Tutti sappiamo (o dovremmo sapere) che i cinque precetti fondamentali non sono “comandamenti”, ma linee-guida, che hanno per la nostra vita di relazione una funzione analoga a quella che il codice stradale e la segnaletica hanno per chi è alla guida di un veicolo. Lo scopo dei precetti è di renderci coscienti del fatto che certi comportamenti sono pericolosi e che, adottandoli, rischiamo di fare “incidenti”, ossia di creare varï gradi di sofferenza per noi e per gli altri nella vita di relazione. Tra tutti e cinque i precetti, comunque, quello più spesso chiamato in causa nelle giornate di un contemporaneo laico è quello che riguarda la retta parola, perché la bocca è la “porta” che si apre più frequentemente delle altre. In che cosa consista la retta parola il Buddha lo dice ripetutamente, nei discorsi:

«E che cos’è, o monaci, la retta parola? Astenenersi dal mentire, dalle calunnie, dall’asprezza di parola, dai discorsi frivoli. Questa è detta Retta Parola».

Ovvero

«il vero praticante eviti i discorsi inutili e se ne astenga; parli a tempo debito, in conformità coi fatti, parli di ciò che è utile; parli del Dhamma e della disciplina; le sue parole siano come un tesoro, proferite al momento giusto, sostenute da argomenti, moderate e piene di senso. Questa è la retta parola».
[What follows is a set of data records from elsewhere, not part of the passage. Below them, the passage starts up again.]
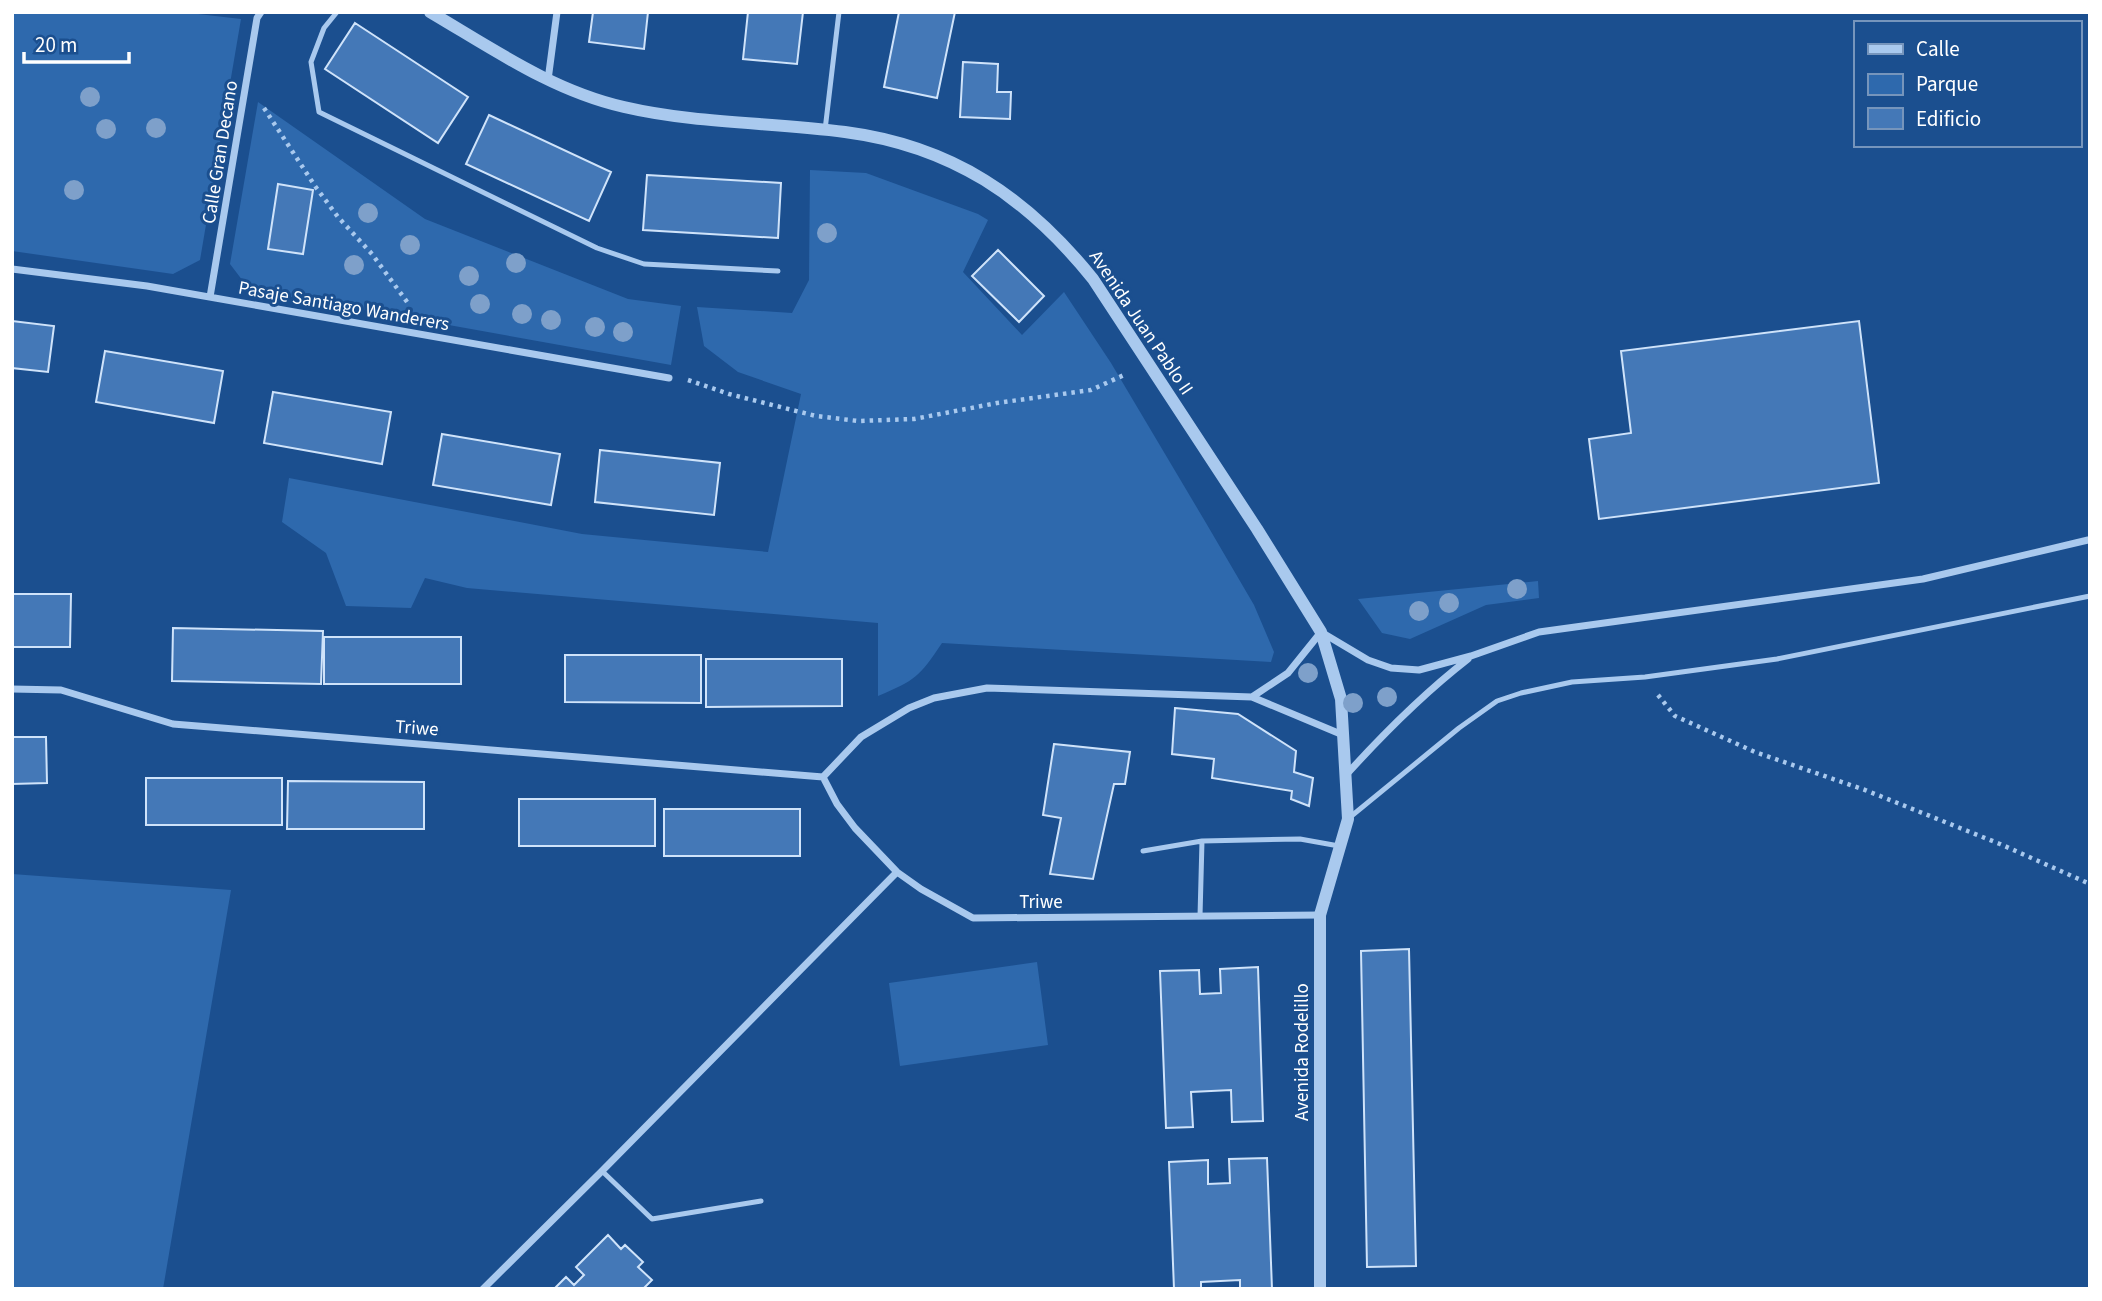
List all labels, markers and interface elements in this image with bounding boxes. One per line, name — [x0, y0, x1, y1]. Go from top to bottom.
scale bar — [24, 21, 130, 65]
legend — [1854, 21, 2081, 147]
text: 20 m — [35, 30, 77, 60]
text: Calle — [1916, 34, 1960, 64]
text: Parque — [1916, 69, 1978, 99]
street label: Calle Gran Decano — [196, 79, 245, 226]
text: Edificio — [1916, 104, 1981, 134]
street label: Avenida Juan Pablo II — [1082, 245, 1199, 401]
street label: Pasaje Santiago Wanderers — [236, 275, 452, 338]
street label: Triwe — [394, 714, 440, 743]
street label: Triwe — [1019, 889, 1063, 916]
street label: Avenida Rodelillo — [1289, 983, 1316, 1121]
«Guardatevi dalla collera nel parlare, state attenti a ciò che dite; lasciando perdere le parole dettate dalla collera, mettete in pratica la retta parola».

Nel Vinaya Piṭaka leggiamo queste istruzioni:

«Chiunque stia per ammonire un altro deve suscitare in sé cinque qualità prima di aprir bocca, in modo da poter dire così: “Parlerò a tempo debito, non nel momento sbagliato. Dirò la verità, non bugie. Parlerò soavemente, non con severità. Parlerò a suo vantaggio, non a suo danno. Parlerò con intento gentile, non con rabbia”».
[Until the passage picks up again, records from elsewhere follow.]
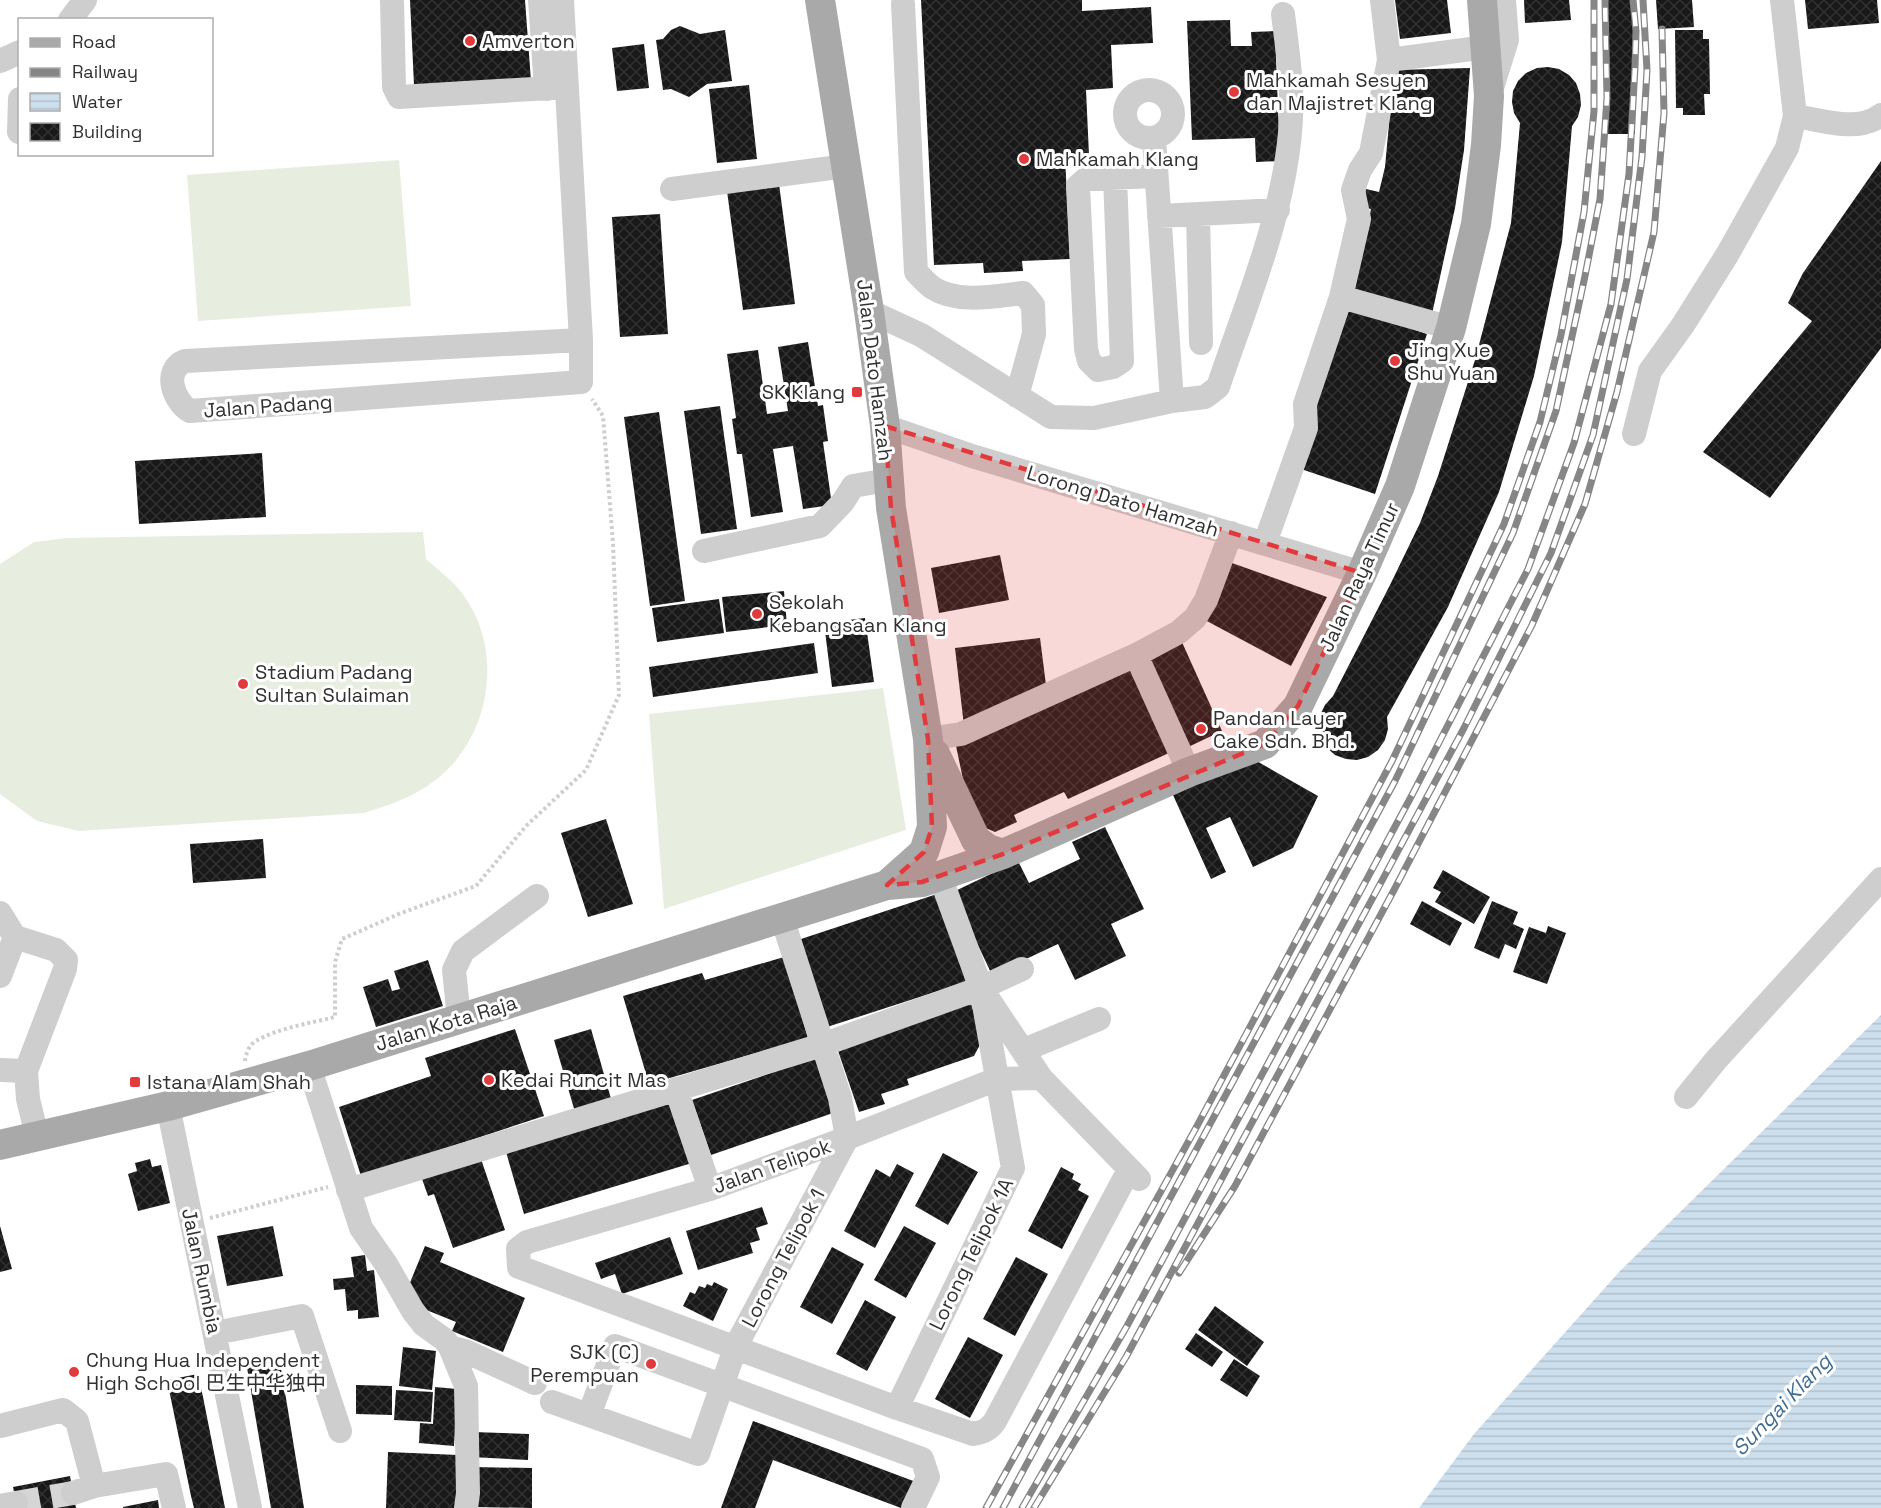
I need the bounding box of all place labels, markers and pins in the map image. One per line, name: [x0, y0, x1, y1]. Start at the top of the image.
place label: Amverton: [482, 28, 575, 54]
marker: Amverton: [463, 34, 477, 48]
place label: Mahkamah Sesyen dan Majistret Klang: [1246, 67, 1433, 116]
marker: Mahkamah Sesyen dan Majistret Klang: [1227, 85, 1241, 99]
place label: Mahkamah Klang: [1036, 146, 1199, 172]
marker: Mahkamah Klang: [1017, 152, 1031, 166]
place label: Jing Xue Shu Yuan: [1407, 337, 1495, 386]
marker: Jing Xue Shu Yuan: [1388, 354, 1402, 368]
place label: SK Klang: [762, 379, 845, 405]
marker: SK Klang: [850, 385, 864, 399]
place label: Sekolah Kebangsaan Klang: [769, 589, 947, 638]
marker: Sekolah Kebangsaan Klang: [750, 607, 764, 621]
place label: Stadium Padang Sultan Sulaiman: [255, 659, 413, 708]
marker: Stadium Padang Sultan Sulaiman: [236, 677, 250, 691]
place label: Pandan Layer Cake Sdn. Bhd.: [1213, 705, 1355, 754]
marker: Pandan Layer Cake Sdn. Bhd.: [1194, 722, 1208, 736]
place label: Kedai Runcit Mas: [501, 1067, 667, 1093]
place label: Istana Alam Shah: [147, 1069, 311, 1095]
marker: Kedai Runcit Mas: [482, 1073, 496, 1087]
marker: Istana Alam Shah: [128, 1075, 142, 1089]
place label: SJK (C) Perempuan: [530, 1339, 639, 1388]
place label: Chung Hua Independent High School 巴生中华独中: [86, 1347, 326, 1396]
marker: SJK (C) Perempuan: [644, 1357, 658, 1371]
marker: Chung Hua Independent High School 巴生中华独中: [67, 1365, 81, 1379]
Retta parola, perciò, non significa solo prestare attenzione alle parole che si dicono e al loro tono, ma implica anche che le nostre parole riflettano la compassione e la premura per gli altri, che servano a confortare e guarire, piuttosto che a ferire e distruggere. La prima cosa ovvia è che, nel dubbio, è meglio tacere. Per questa ragione durante i ritiri e i corsi di vipassanā si osserva il Silenzio Nobile. Quello della parola è un flusso molto difficile da regolare, pertanto, se si vogliono evitare problemi e incidenti, è meglio stare zitti. Dire la verità viene al secondo posto; al terzo, dire ciò che è giusto; al quarto dire cose gradite. Ma, al di là delle definizioni, c’è qualche «dritta» che possa esserci utile nella vita quotidiana? C’è qualche trucco che si possa mettere in pratica per ottemperare soddisfacentemente a questo precetto? Beh… Io credo di sì. Per esempio può essere utile ricordarsi che ogniqualvolta si parla di terze persone si entra in zona pericolosa. Non solo perché si rischia di parlarne male, ma anche perché si rischia di parlarne bene. Non sto scherzando. Non è solo parlando male degli altri che possiamo far danno, ma anche parlandone “bene”.
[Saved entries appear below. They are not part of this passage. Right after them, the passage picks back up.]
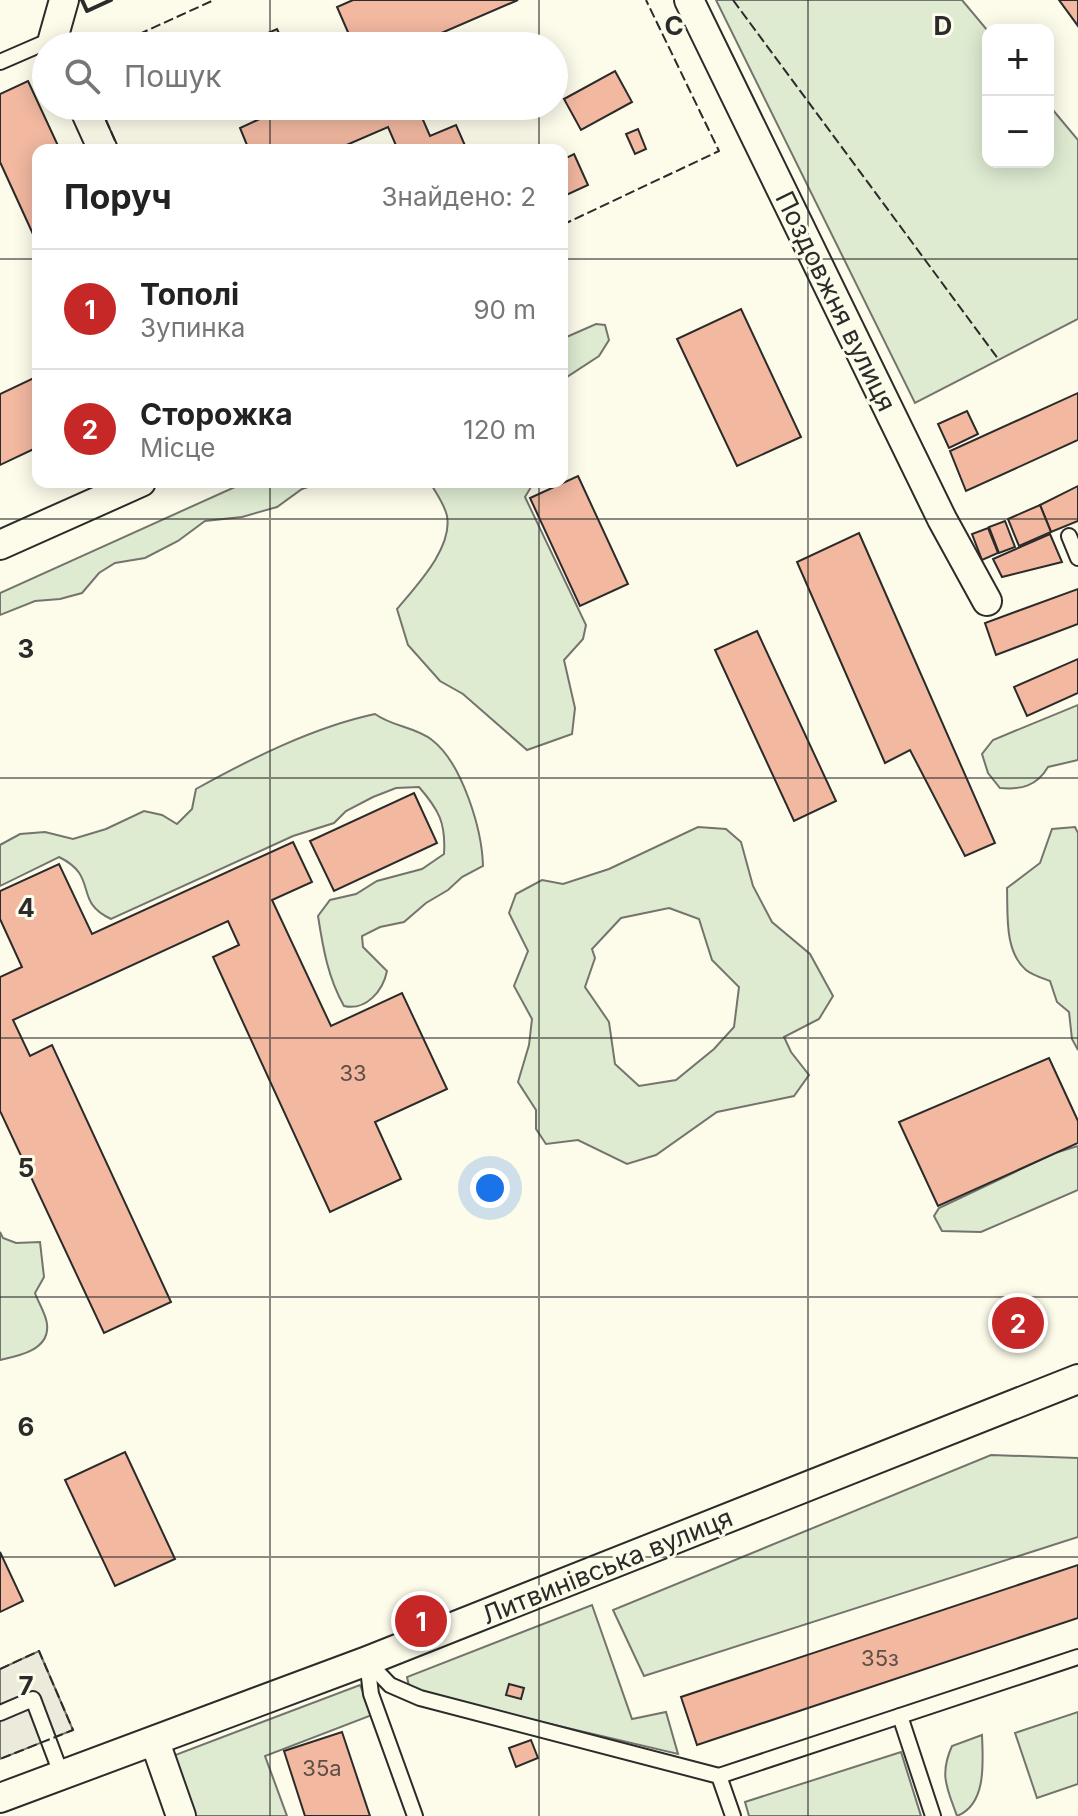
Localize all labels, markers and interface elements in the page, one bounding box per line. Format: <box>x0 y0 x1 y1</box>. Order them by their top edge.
text: C <box>664 10 684 41</box>
text: D <box>934 10 952 41</box>
map controls <box>982 24 1054 168</box>
button: + <box>982 24 1054 96</box>
search box <box>32 32 568 120</box>
icon: search <box>60 54 104 98</box>
text: Пошук <box>124 58 222 94</box>
button: − <box>982 96 1054 168</box>
text: Поруч <box>64 176 172 217</box>
text: Знайдено: 2 <box>381 181 536 212</box>
street label: Поздовжня вулиця <box>769 186 903 416</box>
text: Тополі <box>140 276 239 312</box>
text: 1 <box>84 294 96 325</box>
text: 90 m <box>473 294 536 325</box>
text: Зупинка <box>140 312 245 343</box>
text: Сторожка <box>140 396 293 432</box>
text: 2 <box>82 414 98 445</box>
text: 120 m <box>463 414 536 445</box>
text: Місце <box>140 432 215 463</box>
text: 3 <box>18 633 34 664</box>
text: 4 <box>17 892 35 923</box>
house number: 33 <box>339 1060 367 1086</box>
text: 5 <box>18 1152 34 1183</box>
your location <box>470 1168 510 1208</box>
pin: 2 <box>992 1293 1044 1353</box>
text: 6 <box>18 1411 34 1442</box>
street label: Литвинівська вулиця <box>477 1502 737 1630</box>
pin: 1 <box>395 1591 447 1651</box>
house number: 35з <box>861 1645 899 1671</box>
text: 7 <box>18 1670 34 1701</box>
house number: 35а <box>302 1755 342 1781</box>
  • perché in realtà abbiamo delle cose una conoscenza parziale e sommaria e quindi, se parliamo e/o scriviamo di cose che non conosciamo (o che conosciamo solo superficialmente) come se le conoscessimo equivale a mentire;
  • perché il nostro giudizio è mutevole e siamo però comunque responsabili delle dicerie che mettiamo in giro;
  • perché la stima, così come la disistima che possiamo provare per una persona si basa per lo più su pregiudizi e proiezioni;
  • perché è molto facile credere che sia vero ciò che si desidera che lo sia: l’autoinganno ha molte forme.

Dato che con le parole possiamo indurre gli altri a credere cose non vere o a fidarsi di persone non affidabili, o a mettersi in situazioni critiche, è perciò meglio astenersi dalla lode così come dal biasimo, anche se le «terze» persone di cui amiamo parlare (quasi sempre per autoconfermarci nelle nostre fissazioni) sono personaggi famosi, da molti ritenuti grandi maestri, santi, filantropi o benefattori.